*What you have to do*: Within the records below, filter for lines carrying the word "service" and copy them.

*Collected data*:
:::
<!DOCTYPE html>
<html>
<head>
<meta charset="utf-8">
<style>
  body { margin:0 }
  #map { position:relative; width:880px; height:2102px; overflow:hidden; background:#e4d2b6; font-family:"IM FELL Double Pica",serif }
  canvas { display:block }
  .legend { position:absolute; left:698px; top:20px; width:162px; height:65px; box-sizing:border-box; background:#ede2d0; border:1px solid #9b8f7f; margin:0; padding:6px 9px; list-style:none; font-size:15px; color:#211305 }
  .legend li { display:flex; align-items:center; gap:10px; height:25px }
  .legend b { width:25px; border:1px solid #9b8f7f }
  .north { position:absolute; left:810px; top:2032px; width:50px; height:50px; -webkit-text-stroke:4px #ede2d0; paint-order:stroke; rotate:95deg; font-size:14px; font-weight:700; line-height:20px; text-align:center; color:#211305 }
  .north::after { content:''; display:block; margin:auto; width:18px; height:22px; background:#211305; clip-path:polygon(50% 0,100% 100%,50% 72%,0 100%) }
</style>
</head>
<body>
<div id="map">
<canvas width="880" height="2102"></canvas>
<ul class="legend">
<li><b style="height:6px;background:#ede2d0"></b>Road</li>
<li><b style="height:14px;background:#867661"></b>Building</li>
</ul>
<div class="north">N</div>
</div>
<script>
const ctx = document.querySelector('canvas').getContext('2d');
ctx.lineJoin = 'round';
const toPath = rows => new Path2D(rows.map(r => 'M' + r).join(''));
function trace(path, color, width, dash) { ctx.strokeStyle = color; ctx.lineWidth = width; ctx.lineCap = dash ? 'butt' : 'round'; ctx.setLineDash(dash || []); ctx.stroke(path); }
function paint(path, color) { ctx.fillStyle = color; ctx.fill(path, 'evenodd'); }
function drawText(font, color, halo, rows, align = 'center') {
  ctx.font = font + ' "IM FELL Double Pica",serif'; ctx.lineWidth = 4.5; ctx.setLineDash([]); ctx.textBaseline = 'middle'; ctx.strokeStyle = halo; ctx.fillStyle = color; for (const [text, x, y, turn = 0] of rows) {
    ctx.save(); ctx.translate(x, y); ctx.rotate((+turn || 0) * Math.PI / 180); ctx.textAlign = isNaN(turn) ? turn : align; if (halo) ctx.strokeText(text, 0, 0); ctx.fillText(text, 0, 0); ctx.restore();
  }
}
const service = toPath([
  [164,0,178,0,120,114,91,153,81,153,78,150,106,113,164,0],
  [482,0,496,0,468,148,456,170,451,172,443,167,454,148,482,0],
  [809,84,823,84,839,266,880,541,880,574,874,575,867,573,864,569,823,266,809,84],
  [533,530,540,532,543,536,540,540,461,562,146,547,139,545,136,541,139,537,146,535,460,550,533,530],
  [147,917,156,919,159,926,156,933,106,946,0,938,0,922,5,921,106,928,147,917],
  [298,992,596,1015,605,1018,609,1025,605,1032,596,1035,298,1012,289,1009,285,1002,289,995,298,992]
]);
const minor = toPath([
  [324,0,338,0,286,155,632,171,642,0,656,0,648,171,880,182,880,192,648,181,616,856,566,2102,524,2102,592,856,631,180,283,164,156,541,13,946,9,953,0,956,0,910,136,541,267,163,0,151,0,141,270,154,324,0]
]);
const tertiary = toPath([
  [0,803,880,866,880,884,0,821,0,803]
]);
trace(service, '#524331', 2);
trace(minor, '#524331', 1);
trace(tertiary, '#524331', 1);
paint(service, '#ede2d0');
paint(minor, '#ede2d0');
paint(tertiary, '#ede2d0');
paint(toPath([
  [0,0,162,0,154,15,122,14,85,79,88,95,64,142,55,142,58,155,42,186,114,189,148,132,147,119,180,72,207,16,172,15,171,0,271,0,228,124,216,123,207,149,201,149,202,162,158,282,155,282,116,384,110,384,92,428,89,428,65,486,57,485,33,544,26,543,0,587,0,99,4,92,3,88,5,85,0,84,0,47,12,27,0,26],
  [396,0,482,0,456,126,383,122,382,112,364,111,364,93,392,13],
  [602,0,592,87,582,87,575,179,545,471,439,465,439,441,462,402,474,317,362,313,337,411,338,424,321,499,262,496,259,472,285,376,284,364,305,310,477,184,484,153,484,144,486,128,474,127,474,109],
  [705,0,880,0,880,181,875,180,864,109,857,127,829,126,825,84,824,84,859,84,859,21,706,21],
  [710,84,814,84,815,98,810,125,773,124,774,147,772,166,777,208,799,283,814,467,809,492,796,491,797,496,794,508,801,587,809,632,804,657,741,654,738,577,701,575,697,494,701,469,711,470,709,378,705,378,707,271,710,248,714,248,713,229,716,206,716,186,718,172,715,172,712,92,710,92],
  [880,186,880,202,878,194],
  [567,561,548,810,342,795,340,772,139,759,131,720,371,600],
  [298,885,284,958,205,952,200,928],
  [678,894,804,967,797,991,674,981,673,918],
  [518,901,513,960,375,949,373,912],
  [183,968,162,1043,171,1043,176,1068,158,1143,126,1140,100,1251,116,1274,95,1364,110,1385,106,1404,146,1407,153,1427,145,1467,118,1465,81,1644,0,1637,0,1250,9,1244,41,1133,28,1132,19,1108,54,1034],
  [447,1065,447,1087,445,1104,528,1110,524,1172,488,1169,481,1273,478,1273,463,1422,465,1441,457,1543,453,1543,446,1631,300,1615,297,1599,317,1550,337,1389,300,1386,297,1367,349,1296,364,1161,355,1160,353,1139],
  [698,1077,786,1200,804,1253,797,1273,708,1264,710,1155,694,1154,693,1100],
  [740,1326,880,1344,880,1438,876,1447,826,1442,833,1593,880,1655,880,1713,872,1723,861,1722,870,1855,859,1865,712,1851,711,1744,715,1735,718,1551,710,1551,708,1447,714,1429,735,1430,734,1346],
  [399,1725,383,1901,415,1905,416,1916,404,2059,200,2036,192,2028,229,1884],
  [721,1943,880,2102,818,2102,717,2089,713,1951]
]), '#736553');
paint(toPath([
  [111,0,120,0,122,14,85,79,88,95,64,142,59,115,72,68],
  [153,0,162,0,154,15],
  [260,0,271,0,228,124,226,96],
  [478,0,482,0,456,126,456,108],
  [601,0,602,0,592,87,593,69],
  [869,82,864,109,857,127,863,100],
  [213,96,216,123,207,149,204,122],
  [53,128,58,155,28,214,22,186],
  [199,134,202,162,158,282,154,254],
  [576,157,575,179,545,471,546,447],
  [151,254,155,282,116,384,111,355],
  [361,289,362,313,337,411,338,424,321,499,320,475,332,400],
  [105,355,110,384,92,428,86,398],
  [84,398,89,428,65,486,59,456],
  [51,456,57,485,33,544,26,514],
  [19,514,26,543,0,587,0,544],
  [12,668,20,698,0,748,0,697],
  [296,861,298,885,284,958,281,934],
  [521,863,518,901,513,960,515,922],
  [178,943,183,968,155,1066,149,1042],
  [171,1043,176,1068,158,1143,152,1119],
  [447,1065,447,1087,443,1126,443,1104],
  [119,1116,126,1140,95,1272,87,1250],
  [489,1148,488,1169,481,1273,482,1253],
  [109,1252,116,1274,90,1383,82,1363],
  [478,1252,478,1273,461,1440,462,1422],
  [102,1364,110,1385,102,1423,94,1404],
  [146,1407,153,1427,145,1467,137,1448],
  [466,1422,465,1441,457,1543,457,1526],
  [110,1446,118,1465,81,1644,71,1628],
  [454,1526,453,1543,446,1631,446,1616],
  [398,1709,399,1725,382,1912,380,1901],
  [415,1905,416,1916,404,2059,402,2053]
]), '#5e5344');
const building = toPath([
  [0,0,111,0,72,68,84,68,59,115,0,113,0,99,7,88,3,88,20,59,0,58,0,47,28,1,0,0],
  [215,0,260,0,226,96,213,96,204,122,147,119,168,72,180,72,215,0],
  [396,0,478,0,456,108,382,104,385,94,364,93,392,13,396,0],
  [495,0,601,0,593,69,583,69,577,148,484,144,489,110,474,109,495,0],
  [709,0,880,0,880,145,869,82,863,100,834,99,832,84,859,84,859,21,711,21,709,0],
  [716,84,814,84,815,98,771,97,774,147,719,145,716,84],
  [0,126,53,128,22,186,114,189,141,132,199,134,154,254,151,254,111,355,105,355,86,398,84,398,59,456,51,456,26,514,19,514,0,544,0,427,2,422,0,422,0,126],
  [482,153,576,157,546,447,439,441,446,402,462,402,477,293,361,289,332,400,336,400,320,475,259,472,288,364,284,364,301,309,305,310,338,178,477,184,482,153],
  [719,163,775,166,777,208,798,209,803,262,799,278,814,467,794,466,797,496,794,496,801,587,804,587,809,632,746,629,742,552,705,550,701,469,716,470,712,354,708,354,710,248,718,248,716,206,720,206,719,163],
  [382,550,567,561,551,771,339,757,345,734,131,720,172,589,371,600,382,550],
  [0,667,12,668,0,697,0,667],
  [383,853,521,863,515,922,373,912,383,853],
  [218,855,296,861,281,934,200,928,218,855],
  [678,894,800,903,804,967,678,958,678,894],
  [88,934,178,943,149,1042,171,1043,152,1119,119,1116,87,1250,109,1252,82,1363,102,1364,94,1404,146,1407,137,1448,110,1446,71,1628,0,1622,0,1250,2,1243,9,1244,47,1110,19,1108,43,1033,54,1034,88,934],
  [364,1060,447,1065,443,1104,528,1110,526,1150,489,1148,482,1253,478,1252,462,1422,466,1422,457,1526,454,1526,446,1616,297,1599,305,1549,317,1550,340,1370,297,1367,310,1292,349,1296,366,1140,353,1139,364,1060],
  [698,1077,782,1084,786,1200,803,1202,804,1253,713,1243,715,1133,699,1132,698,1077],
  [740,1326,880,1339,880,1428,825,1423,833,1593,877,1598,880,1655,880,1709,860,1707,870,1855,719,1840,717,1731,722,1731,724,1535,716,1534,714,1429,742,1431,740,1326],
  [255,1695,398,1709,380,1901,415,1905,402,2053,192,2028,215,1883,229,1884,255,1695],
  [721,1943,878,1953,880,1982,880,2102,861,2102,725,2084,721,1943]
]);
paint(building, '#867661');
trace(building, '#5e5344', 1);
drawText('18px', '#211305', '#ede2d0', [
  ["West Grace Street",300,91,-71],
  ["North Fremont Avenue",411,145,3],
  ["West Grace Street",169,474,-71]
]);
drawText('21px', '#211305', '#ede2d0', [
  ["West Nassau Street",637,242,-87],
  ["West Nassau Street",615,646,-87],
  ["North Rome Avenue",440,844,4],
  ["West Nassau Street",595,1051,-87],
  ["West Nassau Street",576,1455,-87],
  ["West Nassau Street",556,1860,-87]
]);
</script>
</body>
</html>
:::
*Reply to the task*:
const service = toPath([
trace(service, '#524331', 2);
paint(service, '#ede2d0');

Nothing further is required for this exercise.